Exercise directions:
Work through the material below line by line and say how many lines include the word "absolute". Only the number, please.
______
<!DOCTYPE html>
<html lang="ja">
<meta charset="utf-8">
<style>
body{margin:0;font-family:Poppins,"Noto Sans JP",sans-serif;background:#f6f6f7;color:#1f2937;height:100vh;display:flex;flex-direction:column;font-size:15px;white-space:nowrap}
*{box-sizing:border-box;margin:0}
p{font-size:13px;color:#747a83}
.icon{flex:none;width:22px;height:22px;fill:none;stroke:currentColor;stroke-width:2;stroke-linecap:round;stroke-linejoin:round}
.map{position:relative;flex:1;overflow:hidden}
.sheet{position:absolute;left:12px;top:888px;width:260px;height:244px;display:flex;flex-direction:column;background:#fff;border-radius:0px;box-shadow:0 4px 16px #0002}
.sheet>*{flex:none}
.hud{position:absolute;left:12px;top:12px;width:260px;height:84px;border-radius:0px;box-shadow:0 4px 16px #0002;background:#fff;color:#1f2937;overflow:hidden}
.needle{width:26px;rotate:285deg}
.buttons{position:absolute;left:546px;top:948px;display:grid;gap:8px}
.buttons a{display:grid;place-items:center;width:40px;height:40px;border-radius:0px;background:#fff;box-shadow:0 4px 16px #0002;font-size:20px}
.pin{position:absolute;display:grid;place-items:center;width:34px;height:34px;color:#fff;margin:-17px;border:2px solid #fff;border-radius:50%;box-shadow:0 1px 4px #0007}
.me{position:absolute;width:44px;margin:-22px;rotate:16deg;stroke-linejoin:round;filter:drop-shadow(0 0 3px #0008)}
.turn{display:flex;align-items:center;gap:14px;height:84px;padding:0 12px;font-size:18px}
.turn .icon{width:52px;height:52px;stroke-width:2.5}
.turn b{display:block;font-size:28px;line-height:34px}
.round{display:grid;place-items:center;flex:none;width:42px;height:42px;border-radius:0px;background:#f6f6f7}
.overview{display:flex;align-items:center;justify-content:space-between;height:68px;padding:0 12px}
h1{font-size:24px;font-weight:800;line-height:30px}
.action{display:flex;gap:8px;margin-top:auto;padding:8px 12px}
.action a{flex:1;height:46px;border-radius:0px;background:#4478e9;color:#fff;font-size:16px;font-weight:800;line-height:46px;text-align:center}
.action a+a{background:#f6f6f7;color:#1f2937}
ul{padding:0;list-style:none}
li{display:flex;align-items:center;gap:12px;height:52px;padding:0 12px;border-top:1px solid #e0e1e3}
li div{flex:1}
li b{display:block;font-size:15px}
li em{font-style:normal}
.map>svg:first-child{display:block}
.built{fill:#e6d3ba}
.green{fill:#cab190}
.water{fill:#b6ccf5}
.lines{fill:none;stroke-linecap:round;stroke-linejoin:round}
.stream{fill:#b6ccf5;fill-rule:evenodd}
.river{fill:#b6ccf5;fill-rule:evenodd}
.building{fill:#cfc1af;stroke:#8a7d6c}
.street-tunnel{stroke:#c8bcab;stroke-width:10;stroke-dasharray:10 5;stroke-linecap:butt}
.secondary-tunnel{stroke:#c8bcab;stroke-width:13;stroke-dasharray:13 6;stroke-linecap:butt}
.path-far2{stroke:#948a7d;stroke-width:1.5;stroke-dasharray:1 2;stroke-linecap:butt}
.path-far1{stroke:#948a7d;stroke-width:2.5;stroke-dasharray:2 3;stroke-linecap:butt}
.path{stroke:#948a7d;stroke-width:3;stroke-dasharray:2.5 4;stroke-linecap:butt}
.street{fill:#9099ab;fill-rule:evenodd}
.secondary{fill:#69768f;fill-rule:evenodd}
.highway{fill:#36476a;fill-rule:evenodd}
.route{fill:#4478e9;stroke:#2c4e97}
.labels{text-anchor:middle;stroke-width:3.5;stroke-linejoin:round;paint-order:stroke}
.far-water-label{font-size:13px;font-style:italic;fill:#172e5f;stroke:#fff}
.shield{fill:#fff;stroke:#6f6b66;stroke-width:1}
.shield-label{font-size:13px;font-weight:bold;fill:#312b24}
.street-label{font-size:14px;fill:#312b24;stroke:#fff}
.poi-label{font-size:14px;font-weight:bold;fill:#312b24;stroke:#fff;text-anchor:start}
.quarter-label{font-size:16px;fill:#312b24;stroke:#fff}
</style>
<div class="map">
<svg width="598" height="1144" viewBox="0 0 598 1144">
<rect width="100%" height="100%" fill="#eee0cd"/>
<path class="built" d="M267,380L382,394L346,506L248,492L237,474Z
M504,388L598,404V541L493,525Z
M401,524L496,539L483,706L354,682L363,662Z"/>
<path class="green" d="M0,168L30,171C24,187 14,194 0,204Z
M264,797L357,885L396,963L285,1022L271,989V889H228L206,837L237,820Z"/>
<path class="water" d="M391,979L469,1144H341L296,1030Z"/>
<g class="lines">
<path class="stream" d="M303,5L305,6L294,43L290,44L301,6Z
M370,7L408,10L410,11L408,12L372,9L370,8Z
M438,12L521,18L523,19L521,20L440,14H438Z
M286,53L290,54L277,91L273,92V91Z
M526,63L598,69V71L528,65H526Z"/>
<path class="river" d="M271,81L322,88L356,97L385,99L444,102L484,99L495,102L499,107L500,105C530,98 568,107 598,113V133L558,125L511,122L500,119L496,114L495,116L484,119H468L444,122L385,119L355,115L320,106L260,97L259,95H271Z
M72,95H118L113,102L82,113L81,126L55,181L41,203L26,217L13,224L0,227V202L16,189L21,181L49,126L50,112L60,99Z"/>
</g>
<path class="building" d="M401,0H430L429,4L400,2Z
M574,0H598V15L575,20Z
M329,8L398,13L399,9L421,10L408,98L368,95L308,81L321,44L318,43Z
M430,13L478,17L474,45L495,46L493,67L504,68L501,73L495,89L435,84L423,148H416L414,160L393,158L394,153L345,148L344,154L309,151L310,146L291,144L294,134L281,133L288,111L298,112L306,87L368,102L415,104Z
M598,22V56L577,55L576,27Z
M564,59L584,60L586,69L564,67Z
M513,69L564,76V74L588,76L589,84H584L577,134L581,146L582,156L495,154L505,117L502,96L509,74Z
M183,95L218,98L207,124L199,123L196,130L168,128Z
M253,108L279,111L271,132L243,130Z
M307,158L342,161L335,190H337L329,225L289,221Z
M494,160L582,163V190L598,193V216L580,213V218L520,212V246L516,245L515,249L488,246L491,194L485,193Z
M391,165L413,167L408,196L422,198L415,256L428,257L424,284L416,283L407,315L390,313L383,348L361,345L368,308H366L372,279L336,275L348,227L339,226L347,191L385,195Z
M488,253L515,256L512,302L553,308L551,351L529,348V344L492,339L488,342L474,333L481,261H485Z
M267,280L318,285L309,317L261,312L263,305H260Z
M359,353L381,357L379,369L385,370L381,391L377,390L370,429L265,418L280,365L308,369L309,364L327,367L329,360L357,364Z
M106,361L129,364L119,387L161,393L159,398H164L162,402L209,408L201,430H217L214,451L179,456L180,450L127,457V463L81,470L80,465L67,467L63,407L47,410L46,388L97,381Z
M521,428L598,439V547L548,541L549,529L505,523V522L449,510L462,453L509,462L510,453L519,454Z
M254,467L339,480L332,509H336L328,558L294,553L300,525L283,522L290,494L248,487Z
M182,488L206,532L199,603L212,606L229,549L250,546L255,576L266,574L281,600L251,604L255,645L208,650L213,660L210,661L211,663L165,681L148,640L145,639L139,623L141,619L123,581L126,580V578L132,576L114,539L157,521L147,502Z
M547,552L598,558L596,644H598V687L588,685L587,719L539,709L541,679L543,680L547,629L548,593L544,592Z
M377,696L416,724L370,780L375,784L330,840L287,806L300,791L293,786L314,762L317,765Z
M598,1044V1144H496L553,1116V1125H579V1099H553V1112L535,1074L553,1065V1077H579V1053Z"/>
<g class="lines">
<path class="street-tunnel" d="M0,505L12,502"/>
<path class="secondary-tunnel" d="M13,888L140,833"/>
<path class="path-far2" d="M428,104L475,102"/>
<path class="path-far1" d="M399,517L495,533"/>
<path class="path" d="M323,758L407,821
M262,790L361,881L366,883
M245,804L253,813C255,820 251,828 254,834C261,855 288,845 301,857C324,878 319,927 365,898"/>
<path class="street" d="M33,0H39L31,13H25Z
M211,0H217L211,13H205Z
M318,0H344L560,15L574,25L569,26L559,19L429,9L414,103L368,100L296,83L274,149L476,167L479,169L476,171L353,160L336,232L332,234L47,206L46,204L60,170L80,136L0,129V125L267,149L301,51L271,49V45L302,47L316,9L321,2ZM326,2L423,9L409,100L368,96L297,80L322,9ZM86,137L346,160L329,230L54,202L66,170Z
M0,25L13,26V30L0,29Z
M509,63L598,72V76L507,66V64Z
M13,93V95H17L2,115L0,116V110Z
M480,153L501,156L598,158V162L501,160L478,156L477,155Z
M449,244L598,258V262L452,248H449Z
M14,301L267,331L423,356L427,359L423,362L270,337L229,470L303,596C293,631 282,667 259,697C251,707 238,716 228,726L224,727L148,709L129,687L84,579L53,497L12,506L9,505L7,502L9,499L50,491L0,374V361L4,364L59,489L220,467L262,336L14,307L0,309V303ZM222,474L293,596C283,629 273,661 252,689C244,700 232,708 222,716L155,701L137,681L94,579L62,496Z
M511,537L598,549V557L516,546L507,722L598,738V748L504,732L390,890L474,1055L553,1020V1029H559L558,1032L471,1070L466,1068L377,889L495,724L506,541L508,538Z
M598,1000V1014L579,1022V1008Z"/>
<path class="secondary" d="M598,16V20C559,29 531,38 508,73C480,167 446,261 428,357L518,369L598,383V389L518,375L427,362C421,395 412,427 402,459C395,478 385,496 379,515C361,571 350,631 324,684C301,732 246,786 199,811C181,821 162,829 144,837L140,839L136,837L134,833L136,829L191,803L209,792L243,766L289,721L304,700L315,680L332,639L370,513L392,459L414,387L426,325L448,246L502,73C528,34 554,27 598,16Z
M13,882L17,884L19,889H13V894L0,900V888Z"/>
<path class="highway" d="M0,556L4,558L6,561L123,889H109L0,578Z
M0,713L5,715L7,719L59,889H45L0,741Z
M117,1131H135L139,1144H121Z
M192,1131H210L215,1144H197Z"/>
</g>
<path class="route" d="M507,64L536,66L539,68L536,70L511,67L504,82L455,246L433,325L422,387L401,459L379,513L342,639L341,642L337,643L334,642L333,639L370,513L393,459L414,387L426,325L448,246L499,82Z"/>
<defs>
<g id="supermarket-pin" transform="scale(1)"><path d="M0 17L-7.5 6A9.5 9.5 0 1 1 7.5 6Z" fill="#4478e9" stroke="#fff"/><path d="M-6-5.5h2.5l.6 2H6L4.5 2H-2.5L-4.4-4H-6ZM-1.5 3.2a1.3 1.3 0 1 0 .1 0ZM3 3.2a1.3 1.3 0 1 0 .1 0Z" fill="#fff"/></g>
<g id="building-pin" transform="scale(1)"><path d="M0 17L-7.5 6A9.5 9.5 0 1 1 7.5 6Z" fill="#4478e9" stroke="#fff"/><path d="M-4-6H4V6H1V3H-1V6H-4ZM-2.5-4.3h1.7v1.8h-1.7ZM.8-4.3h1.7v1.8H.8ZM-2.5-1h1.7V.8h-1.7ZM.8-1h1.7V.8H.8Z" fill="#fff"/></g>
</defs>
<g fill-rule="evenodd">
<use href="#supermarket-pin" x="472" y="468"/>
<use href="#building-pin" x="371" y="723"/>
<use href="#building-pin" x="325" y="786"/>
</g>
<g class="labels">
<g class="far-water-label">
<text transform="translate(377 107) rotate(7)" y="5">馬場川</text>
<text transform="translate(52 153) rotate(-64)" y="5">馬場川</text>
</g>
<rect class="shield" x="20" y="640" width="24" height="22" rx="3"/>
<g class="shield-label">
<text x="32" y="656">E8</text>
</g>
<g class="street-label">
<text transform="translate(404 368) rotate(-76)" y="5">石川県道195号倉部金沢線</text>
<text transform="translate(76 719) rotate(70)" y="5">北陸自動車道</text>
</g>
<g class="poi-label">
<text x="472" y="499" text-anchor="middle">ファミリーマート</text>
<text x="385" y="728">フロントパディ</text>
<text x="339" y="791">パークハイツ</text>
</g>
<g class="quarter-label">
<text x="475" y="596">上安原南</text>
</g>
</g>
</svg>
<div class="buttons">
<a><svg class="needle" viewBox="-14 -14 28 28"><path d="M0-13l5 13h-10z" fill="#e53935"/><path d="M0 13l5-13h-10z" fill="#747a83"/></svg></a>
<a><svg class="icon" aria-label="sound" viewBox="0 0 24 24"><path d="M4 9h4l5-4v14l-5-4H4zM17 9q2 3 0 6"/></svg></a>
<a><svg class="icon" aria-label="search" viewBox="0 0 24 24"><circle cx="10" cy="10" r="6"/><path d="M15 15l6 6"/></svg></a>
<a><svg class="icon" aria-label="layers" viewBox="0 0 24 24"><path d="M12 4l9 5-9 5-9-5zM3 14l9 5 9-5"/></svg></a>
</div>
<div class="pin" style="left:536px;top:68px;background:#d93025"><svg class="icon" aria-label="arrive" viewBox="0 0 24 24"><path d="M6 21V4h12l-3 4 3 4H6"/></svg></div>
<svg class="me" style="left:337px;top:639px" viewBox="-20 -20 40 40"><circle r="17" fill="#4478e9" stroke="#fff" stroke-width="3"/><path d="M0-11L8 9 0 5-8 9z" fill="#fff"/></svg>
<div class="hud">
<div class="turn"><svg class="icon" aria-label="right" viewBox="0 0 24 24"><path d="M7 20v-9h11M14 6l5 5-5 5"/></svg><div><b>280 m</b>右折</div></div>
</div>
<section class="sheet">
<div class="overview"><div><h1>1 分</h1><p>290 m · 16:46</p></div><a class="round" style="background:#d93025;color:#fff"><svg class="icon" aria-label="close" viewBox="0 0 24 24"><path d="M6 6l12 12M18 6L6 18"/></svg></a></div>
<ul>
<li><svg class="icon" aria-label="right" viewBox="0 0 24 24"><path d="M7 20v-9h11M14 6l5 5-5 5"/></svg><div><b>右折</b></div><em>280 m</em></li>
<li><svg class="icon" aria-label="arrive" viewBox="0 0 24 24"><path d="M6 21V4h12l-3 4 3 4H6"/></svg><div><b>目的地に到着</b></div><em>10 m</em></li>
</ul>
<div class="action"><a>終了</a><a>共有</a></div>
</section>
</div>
______
Exercise answer:
5